**What you should do:** Reproduce the records that follow exactly; any picture among them stays out.

□ □ □ □ □

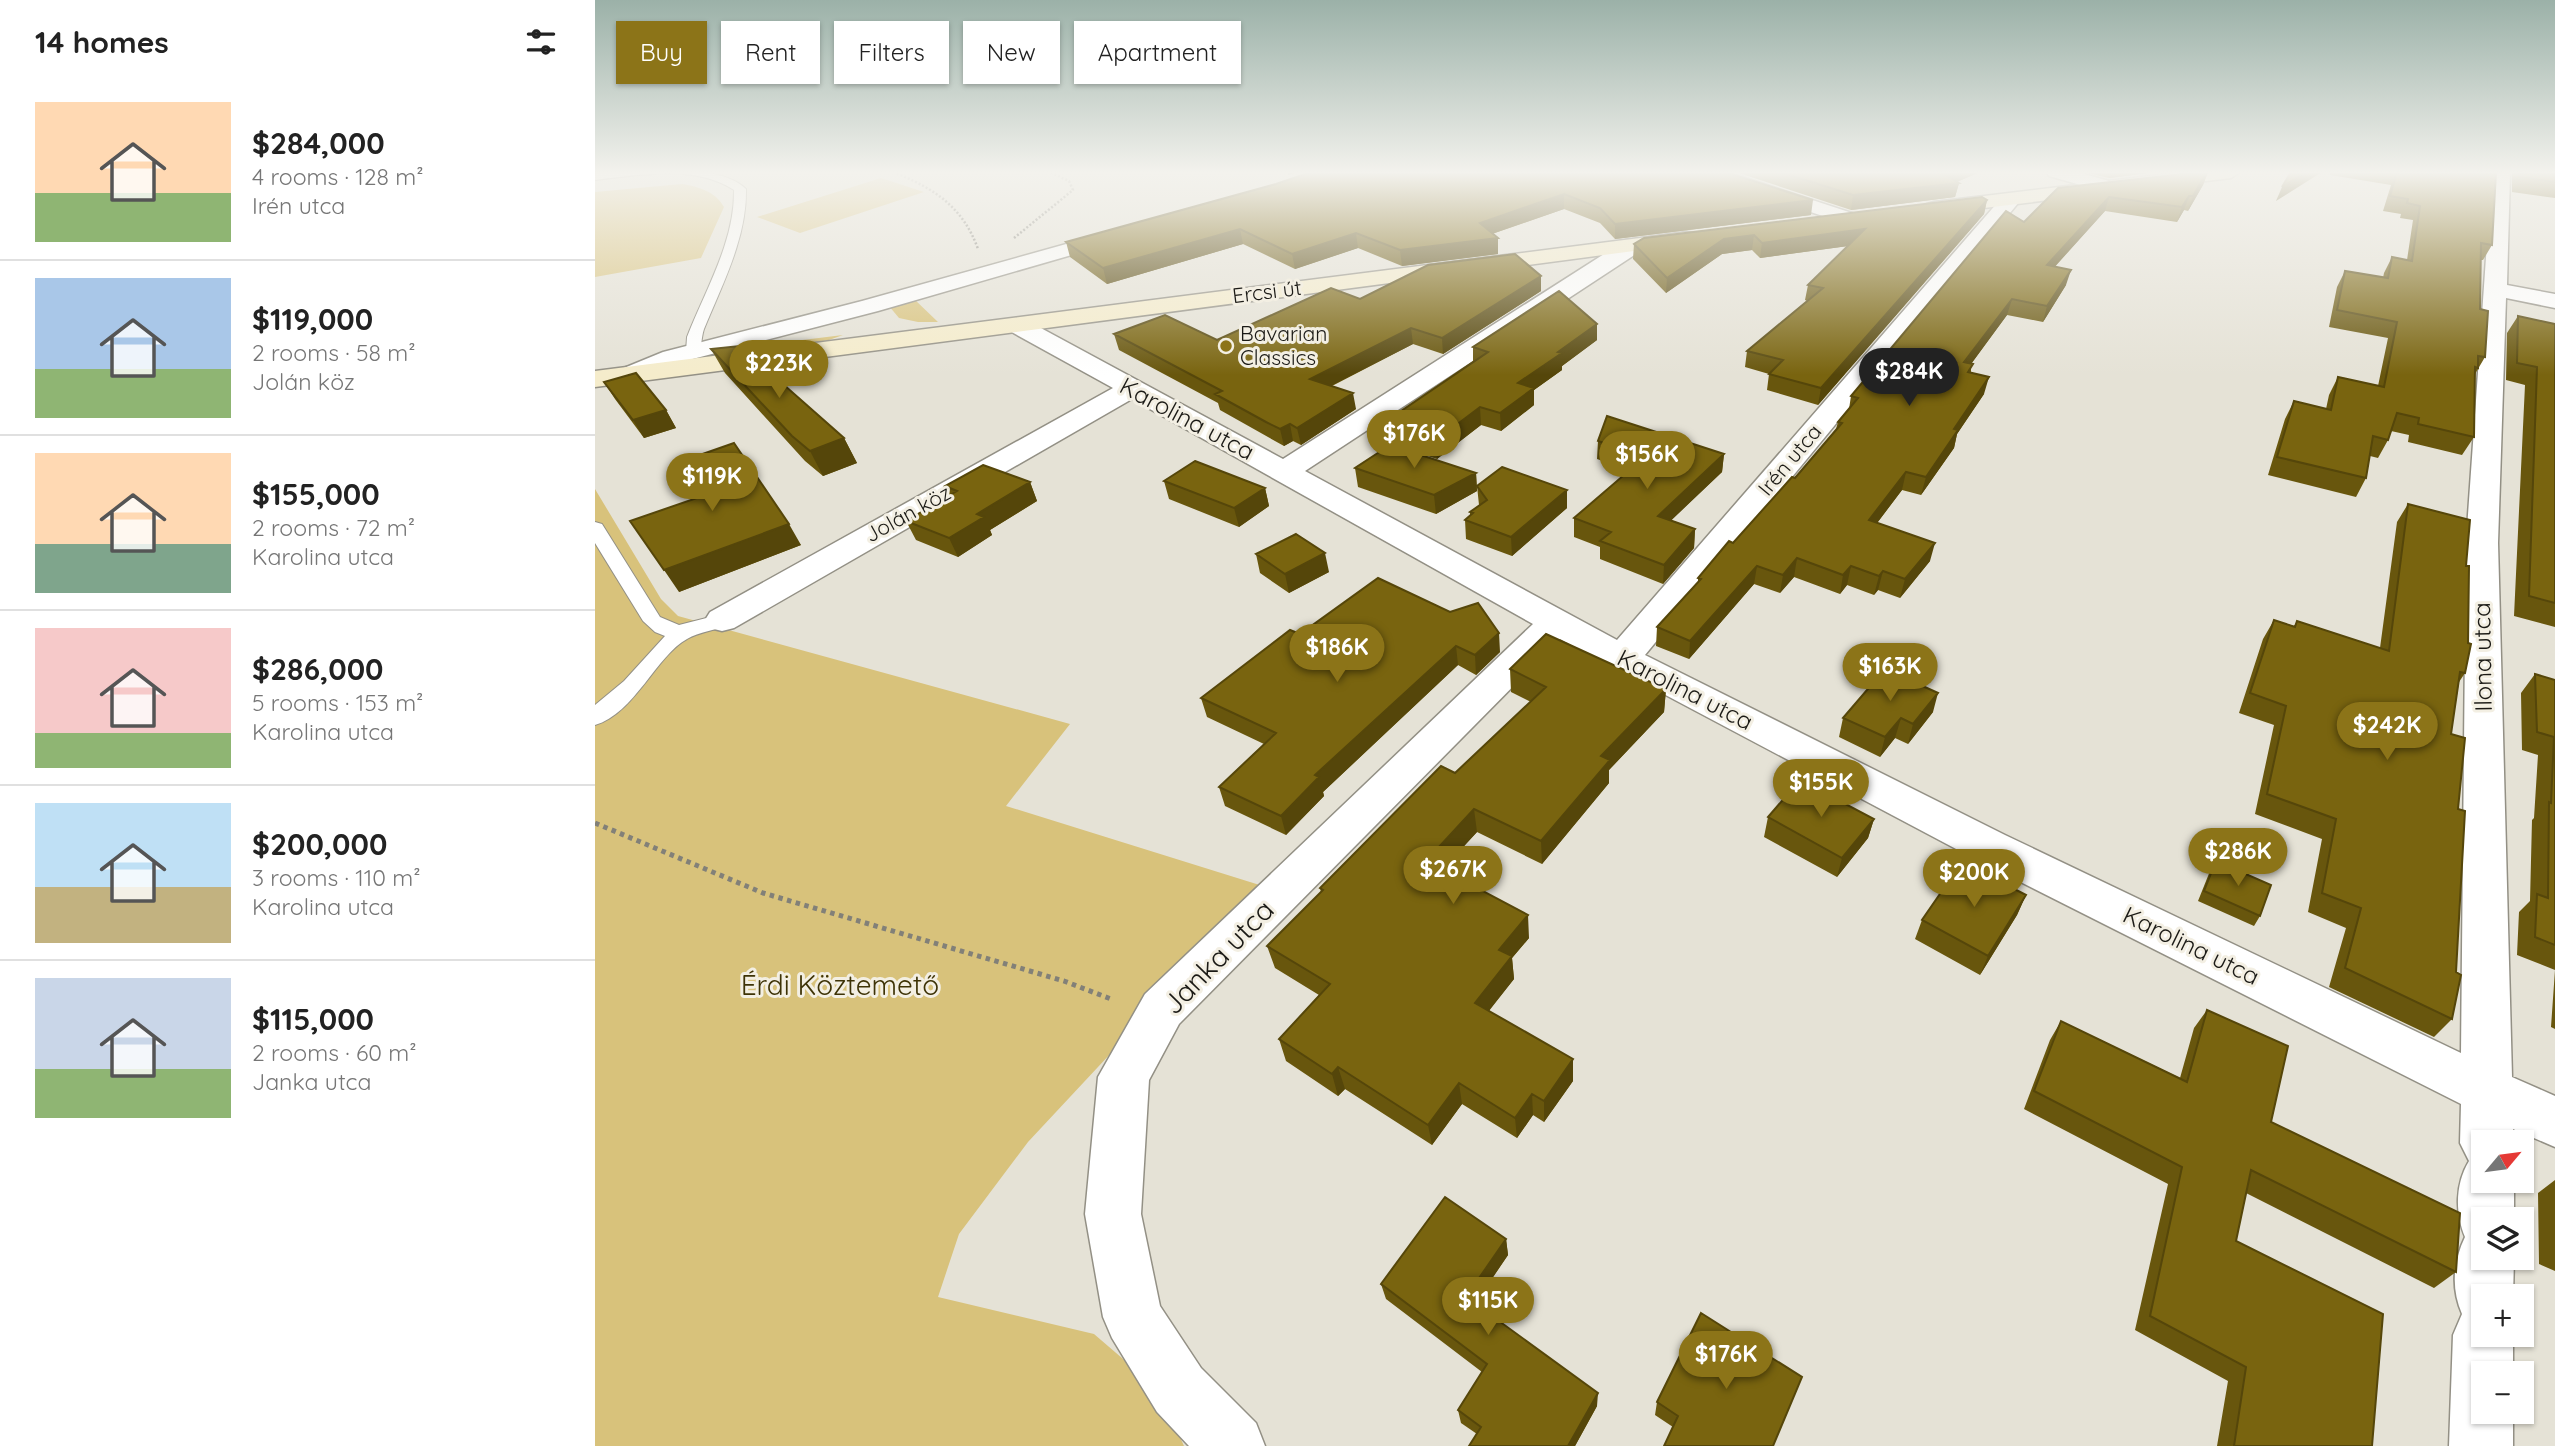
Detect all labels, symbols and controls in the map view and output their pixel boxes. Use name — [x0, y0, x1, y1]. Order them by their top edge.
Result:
chip: Buy — [616, 21, 707, 84]
chip: Rent — [721, 21, 820, 84]
chip: Filters — [834, 21, 949, 84]
chip: New — [963, 21, 1060, 84]
chip: Apartment — [1074, 21, 1241, 84]
text: 14 homes — [35, 23, 169, 61]
icon: filters — [522, 23, 560, 61]
text: $284,000 — [252, 124, 385, 162]
icon: home — [91, 130, 175, 214]
text: 4 rooms · 128 m² — [252, 162, 424, 191]
text: Irén utca — [252, 191, 345, 220]
street label: Ercsi út — [1231, 274, 1303, 308]
text: $119,000 — [252, 300, 373, 338]
icon: home — [91, 306, 175, 390]
place label: Bavarian Classics — [1240, 320, 1327, 370]
text: 2 rooms · 58 m² — [252, 338, 415, 367]
marker: Bavarian Classics — [1218, 338, 1234, 354]
pin: $223K — [730, 340, 828, 400]
text: $223K — [745, 348, 813, 377]
pin: $284K — [1860, 348, 1958, 408]
text: $284K — [1875, 356, 1943, 385]
text: Jolán köz — [252, 367, 355, 396]
street label: Karolina utca — [1115, 370, 1260, 466]
pin: $176K — [1365, 410, 1463, 470]
text: $176K — [1383, 418, 1445, 447]
street label: Irén utca — [1752, 418, 1827, 500]
pin: $156K — [1598, 432, 1696, 491]
text: $156K — [1615, 439, 1679, 468]
pin: $119K — [663, 454, 761, 513]
text: $119K — [682, 461, 742, 490]
text: $155,000 — [252, 475, 380, 513]
street label: Jolán köz — [860, 479, 955, 547]
icon: home — [91, 481, 175, 565]
text: 2 rooms · 72 m² — [252, 513, 415, 542]
text: Karolina utca — [252, 542, 394, 571]
street label: Ilona utca — [2466, 602, 2498, 712]
pin: $186K — [1288, 624, 1386, 684]
text: $186K — [1305, 632, 1369, 661]
street label: Karolina utca — [1613, 642, 1758, 736]
pin: $163K — [1841, 644, 1939, 703]
text: $286,000 — [252, 650, 384, 688]
text: $163K — [1859, 651, 1921, 680]
icon: home — [91, 656, 175, 740]
text: 5 rooms · 153 m² — [252, 688, 423, 717]
pin: $242K — [2338, 702, 2436, 762]
text: $242K — [2353, 710, 2421, 739]
text: Karolina utca — [252, 717, 394, 746]
pin: $155K — [1772, 760, 1870, 819]
text: $155K — [1789, 767, 1853, 796]
text: $200,000 — [252, 825, 387, 863]
pin: $286K — [2189, 828, 2287, 888]
icon: home — [91, 831, 175, 915]
text: $286K — [2204, 836, 2272, 865]
pin: $267K — [1404, 846, 1502, 906]
pin: $200K — [1925, 850, 2023, 909]
text: $267K — [1419, 854, 1487, 883]
text: $200K — [1939, 857, 2009, 886]
text: 3 rooms · 110 m² — [252, 863, 421, 892]
text: Karolina utca — [252, 892, 394, 921]
street label: Janka utca — [1155, 892, 1281, 1021]
street label: Karolina utca — [2118, 899, 2265, 991]
park label: Érdi Köztemető — [741, 967, 939, 1002]
text: $115,000 — [252, 1000, 374, 1038]
icon: home — [91, 1006, 175, 1090]
text: 2 rooms · 60 m² — [252, 1038, 417, 1067]
text: Janka utca — [252, 1067, 371, 1096]
north arrow — [2471, 1130, 2534, 1194]
map controls — [2471, 1130, 2534, 1424]
button: layers — [2471, 1207, 2534, 1270]
pin: $115K — [1439, 1278, 1537, 1337]
button: + — [2471, 1284, 2534, 1347]
text: $115K — [1458, 1285, 1518, 1314]
pin: $176K — [1677, 1332, 1775, 1391]
text: $176K — [1695, 1339, 1757, 1368]
button: − — [2471, 1361, 2534, 1424]

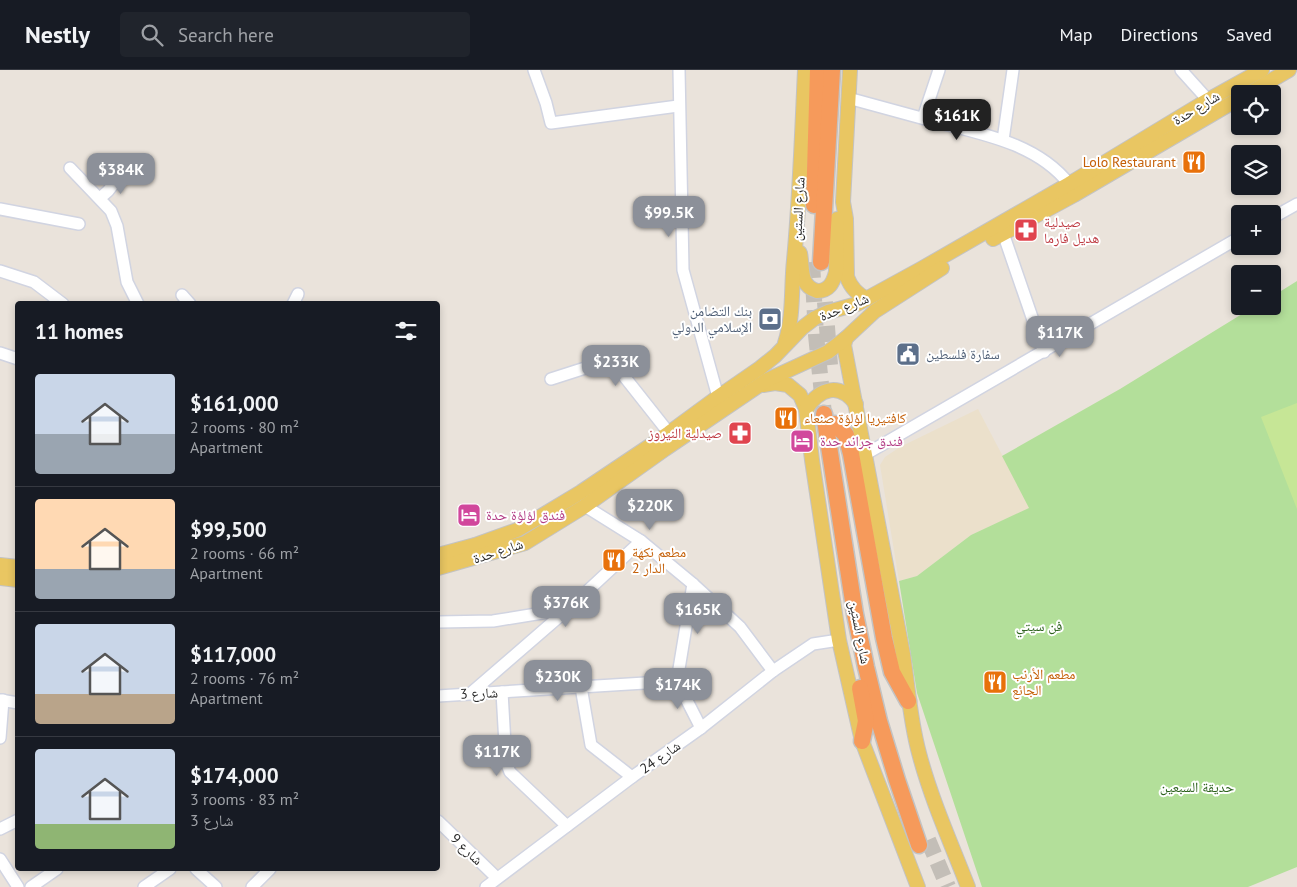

□ □ □ □ □

**Task solution:**
Detect all labels, symbols and controls in the map view and output their pixel boxes. Use name — [x0, y0, x1, y1]. Order them by their top edge.
Result:
chip: Buy — [616, 21, 707, 84]
chip: Rent — [721, 21, 820, 84]
chip: Filters — [834, 21, 949, 84]
chip: New — [963, 21, 1060, 84]
chip: Apartment — [1074, 21, 1241, 84]
text: 14 homes — [35, 23, 169, 61]
icon: filters — [522, 23, 560, 61]
text: $284,000 — [252, 124, 385, 162]
icon: home — [91, 130, 175, 214]
text: 4 rooms · 128 m² — [252, 162, 424, 191]
text: Irén utca — [252, 191, 345, 220]
street label: Ercsi út — [1231, 274, 1303, 308]
text: $119,000 — [252, 300, 373, 338]
icon: home — [91, 306, 175, 390]
place label: Bavarian Classics — [1240, 320, 1327, 370]
text: 2 rooms · 58 m² — [252, 338, 415, 367]
marker: Bavarian Classics — [1218, 338, 1234, 354]
pin: $223K — [730, 340, 828, 400]
text: $223K — [745, 348, 813, 377]
pin: $284K — [1860, 348, 1958, 408]
text: $284K — [1875, 356, 1943, 385]
text: Jolán köz — [252, 367, 355, 396]
street label: Karolina utca — [1115, 370, 1260, 466]
pin: $176K — [1365, 410, 1463, 470]
text: $176K — [1383, 418, 1445, 447]
street label: Irén utca — [1752, 418, 1827, 500]
pin: $156K — [1598, 432, 1696, 491]
text: $156K — [1615, 439, 1679, 468]
pin: $119K — [663, 454, 761, 513]
text: $119K — [682, 461, 742, 490]
text: $155,000 — [252, 475, 380, 513]
street label: Jolán köz — [860, 479, 955, 547]
icon: home — [91, 481, 175, 565]
text: 2 rooms · 72 m² — [252, 513, 415, 542]
text: Karolina utca — [252, 542, 394, 571]
street label: Ilona utca — [2466, 602, 2498, 712]
pin: $186K — [1288, 624, 1386, 684]
text: $186K — [1305, 632, 1369, 661]
street label: Karolina utca — [1613, 642, 1758, 736]
pin: $163K — [1841, 644, 1939, 703]
text: $286,000 — [252, 650, 384, 688]
text: $163K — [1859, 651, 1921, 680]
icon: home — [91, 656, 175, 740]
text: 5 rooms · 153 m² — [252, 688, 423, 717]
pin: $242K — [2338, 702, 2436, 762]
text: $242K — [2353, 710, 2421, 739]
text: Karolina utca — [252, 717, 394, 746]
pin: $155K — [1772, 760, 1870, 819]
text: $155K — [1789, 767, 1853, 796]
text: $200,000 — [252, 825, 387, 863]
pin: $286K — [2189, 828, 2287, 888]
icon: home — [91, 831, 175, 915]
text: $286K — [2204, 836, 2272, 865]
pin: $267K — [1404, 846, 1502, 906]
pin: $200K — [1925, 850, 2023, 909]
text: $267K — [1419, 854, 1487, 883]
text: $200K — [1939, 857, 2009, 886]
text: 3 rooms · 110 m² — [252, 863, 421, 892]
text: Karolina utca — [252, 892, 394, 921]
street label: Janka utca — [1155, 892, 1281, 1021]
street label: Karolina utca — [2118, 899, 2265, 991]
park label: Érdi Köztemető — [741, 967, 939, 1002]
text: $115,000 — [252, 1000, 374, 1038]
icon: home — [91, 1006, 175, 1090]
text: 2 rooms · 60 m² — [252, 1038, 417, 1067]
text: Janka utca — [252, 1067, 371, 1096]
north arrow — [2471, 1130, 2534, 1194]
map controls — [2471, 1130, 2534, 1424]
button: layers — [2471, 1207, 2534, 1270]
pin: $115K — [1439, 1278, 1537, 1337]
button: + — [2471, 1284, 2534, 1347]
text: $115K — [1458, 1285, 1518, 1314]
pin: $176K — [1677, 1332, 1775, 1391]
text: $176K — [1695, 1339, 1757, 1368]
button: − — [2471, 1361, 2534, 1424]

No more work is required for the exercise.